[RECORDS FOR THIS EXERCISE — start]

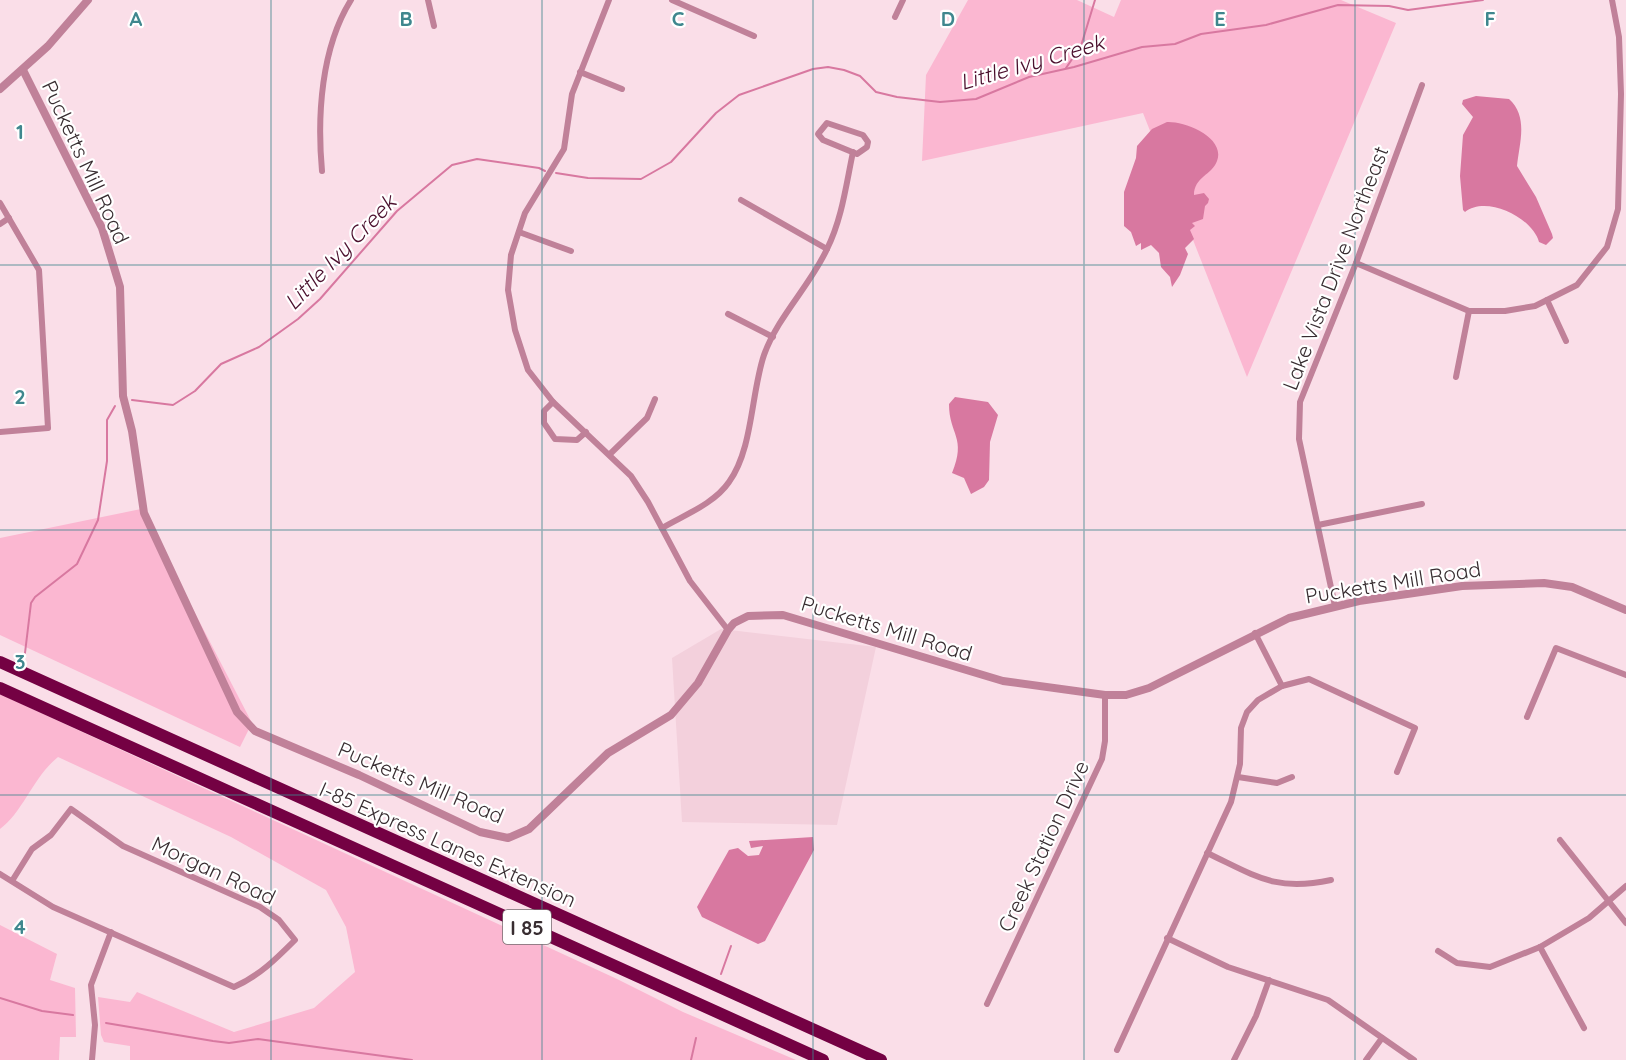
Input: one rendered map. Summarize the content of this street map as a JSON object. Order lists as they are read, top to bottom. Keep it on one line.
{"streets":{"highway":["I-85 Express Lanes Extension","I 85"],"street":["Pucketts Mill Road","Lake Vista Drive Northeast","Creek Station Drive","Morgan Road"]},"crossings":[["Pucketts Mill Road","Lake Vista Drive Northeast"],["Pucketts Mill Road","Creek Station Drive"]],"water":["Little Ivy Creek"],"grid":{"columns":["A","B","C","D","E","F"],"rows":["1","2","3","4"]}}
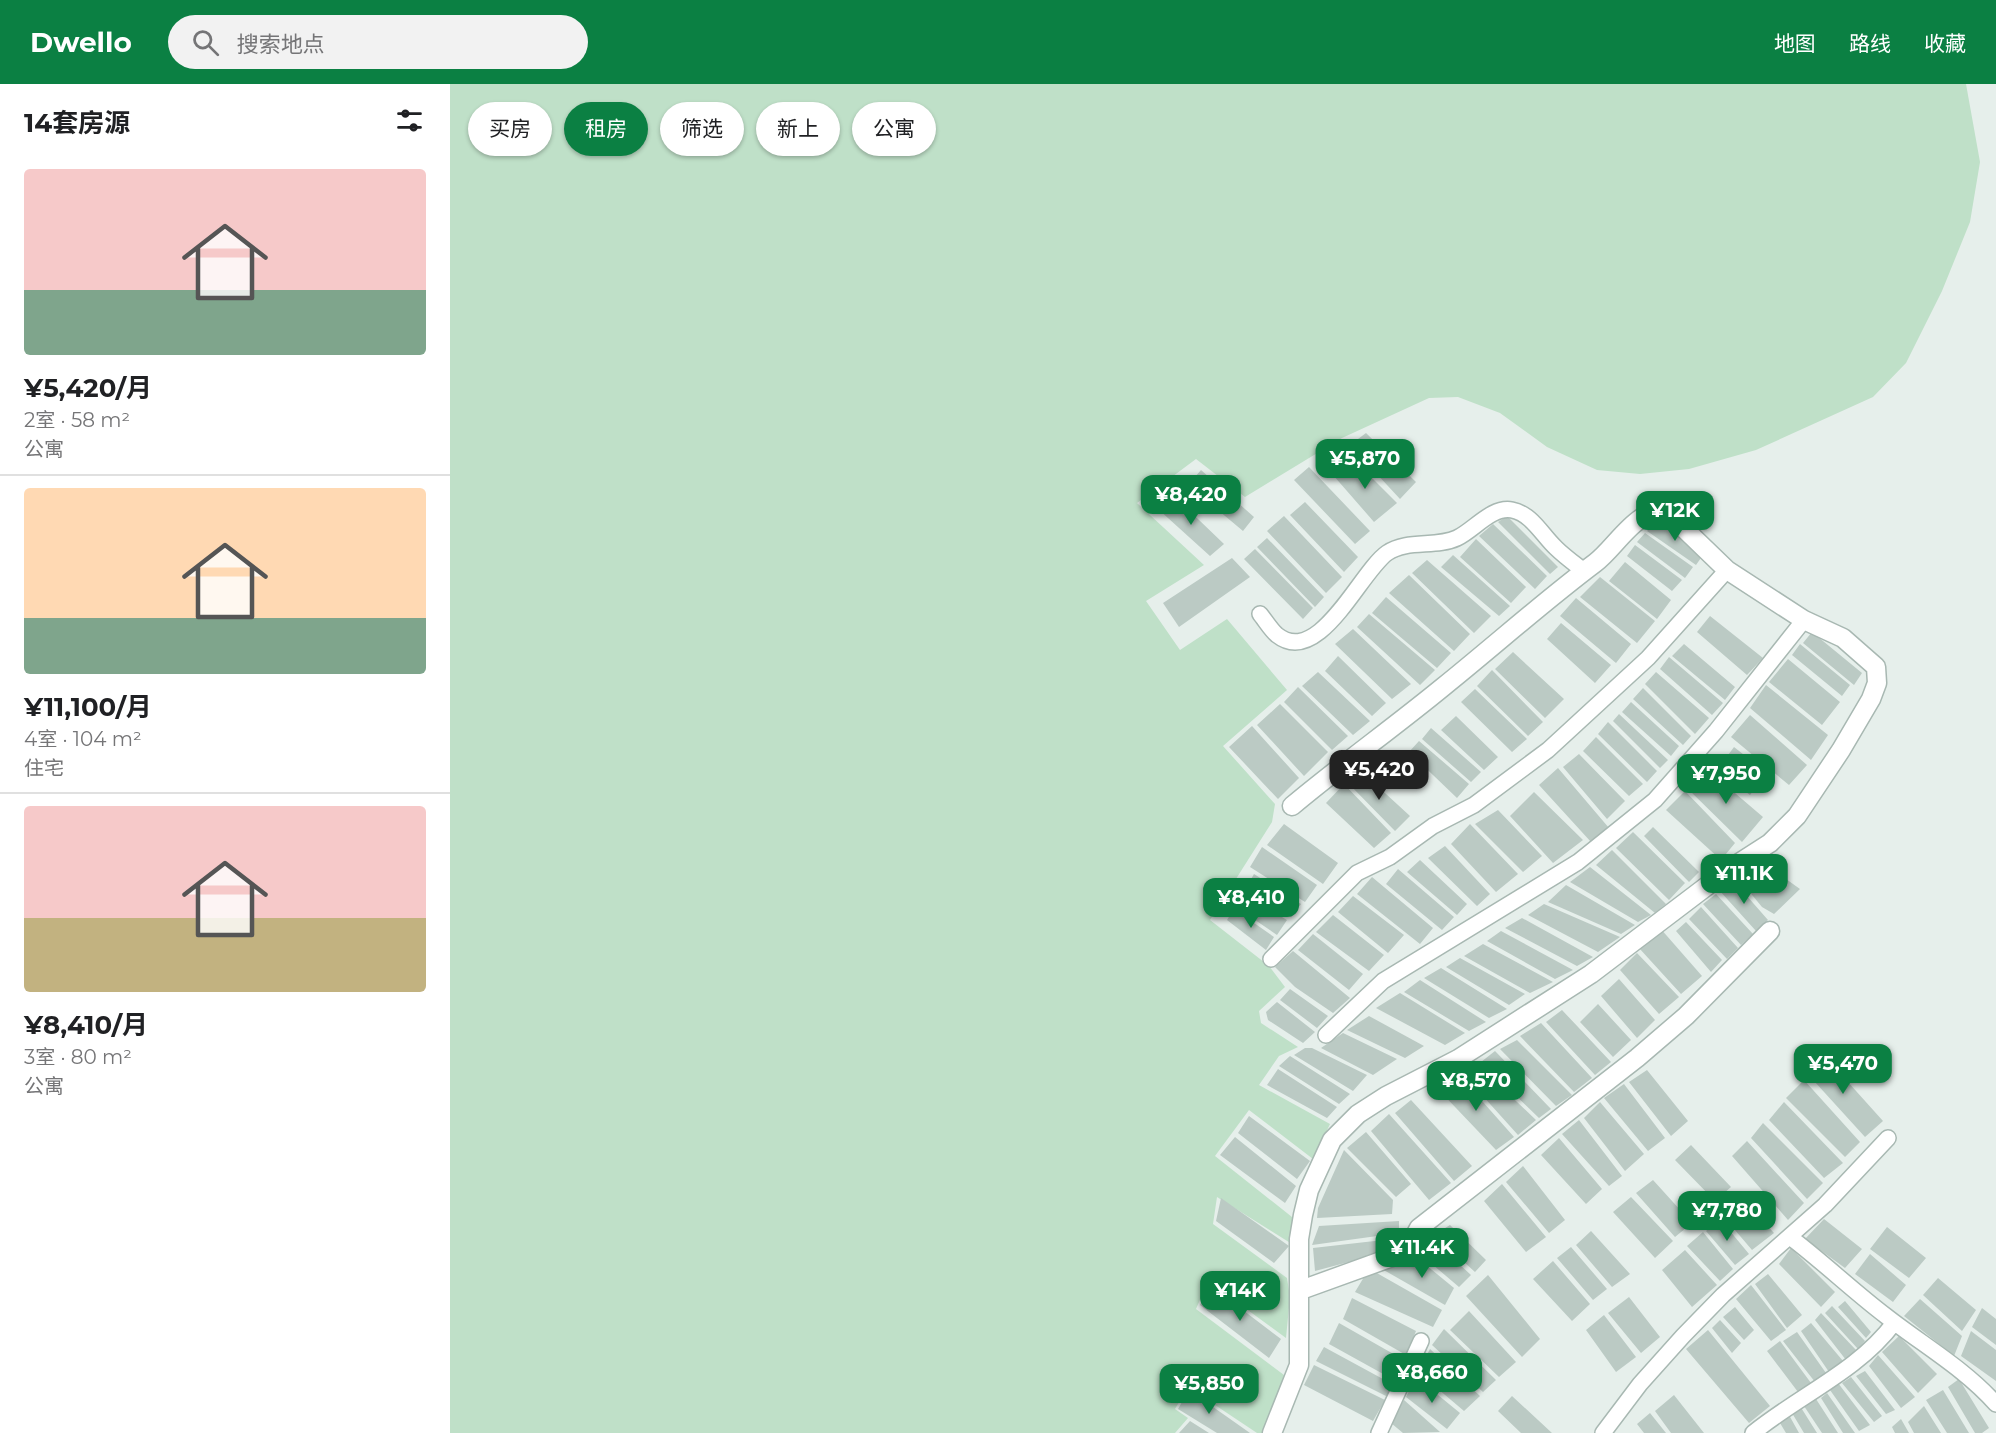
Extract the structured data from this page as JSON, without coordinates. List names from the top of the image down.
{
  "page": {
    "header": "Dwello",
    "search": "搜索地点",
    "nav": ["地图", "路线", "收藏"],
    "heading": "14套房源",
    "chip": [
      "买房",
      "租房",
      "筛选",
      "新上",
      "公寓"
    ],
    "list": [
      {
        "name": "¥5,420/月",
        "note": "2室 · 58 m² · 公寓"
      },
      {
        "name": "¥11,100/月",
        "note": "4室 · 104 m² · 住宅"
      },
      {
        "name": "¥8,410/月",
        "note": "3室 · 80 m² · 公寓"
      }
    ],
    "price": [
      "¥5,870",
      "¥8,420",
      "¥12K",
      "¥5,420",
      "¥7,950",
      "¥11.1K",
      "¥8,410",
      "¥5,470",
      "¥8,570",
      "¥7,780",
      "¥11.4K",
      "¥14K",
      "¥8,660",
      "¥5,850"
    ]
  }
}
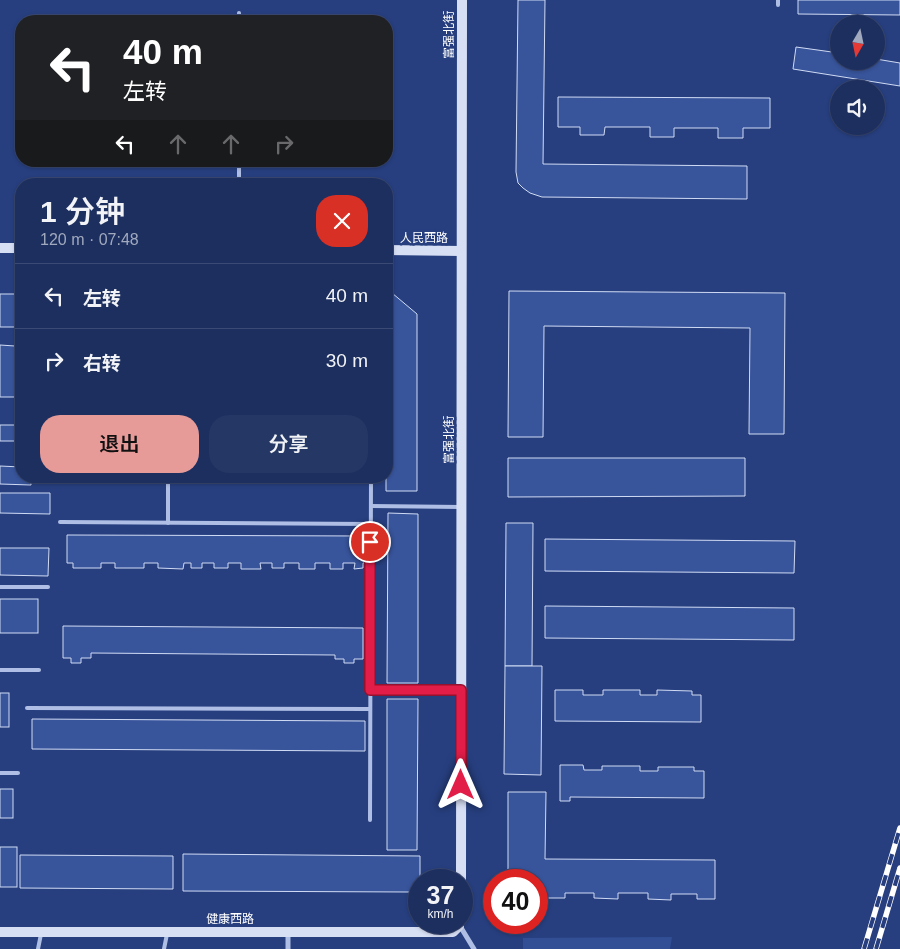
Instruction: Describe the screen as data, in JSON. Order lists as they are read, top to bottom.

[RECORDS FOR THIS EXERCISE — finish]

* **WHAT THE TASK ASKS**
The required output is the line containing "Extract the structured" plus every line after it to the end of the data, copied exactly and with no pictures.

* **TASK OUTPUT**
Extract the structured data from this page as JSON, without coordinates. List names from the top of the image down.
{
  "page": {
    "header": "Dwello",
    "search": "搜索地点",
    "nav": ["地图", "路线", "收藏"],
    "heading": "14套房源",
    "chip": [
      "买房",
      "租房",
      "筛选",
      "新上",
      "公寓"
    ],
    "list": [
      {
        "name": "¥5,420/月",
        "note": "2室 · 58 m² · 公寓"
      },
      {
        "name": "¥11,100/月",
        "note": "4室 · 104 m² · 住宅"
      },
      {
        "name": "¥8,410/月",
        "note": "3室 · 80 m² · 公寓"
      }
    ],
    "price": [
      "¥5,870",
      "¥8,420",
      "¥12K",
      "¥5,420",
      "¥7,950",
      "¥11.1K",
      "¥8,410",
      "¥5,470",
      "¥8,570",
      "¥7,780",
      "¥11.4K",
      "¥14K",
      "¥8,660",
      "¥5,850"
    ]
  }
}
Instruction: Describe the screen as data, in JSON. Order lists as they are read, top to bottom.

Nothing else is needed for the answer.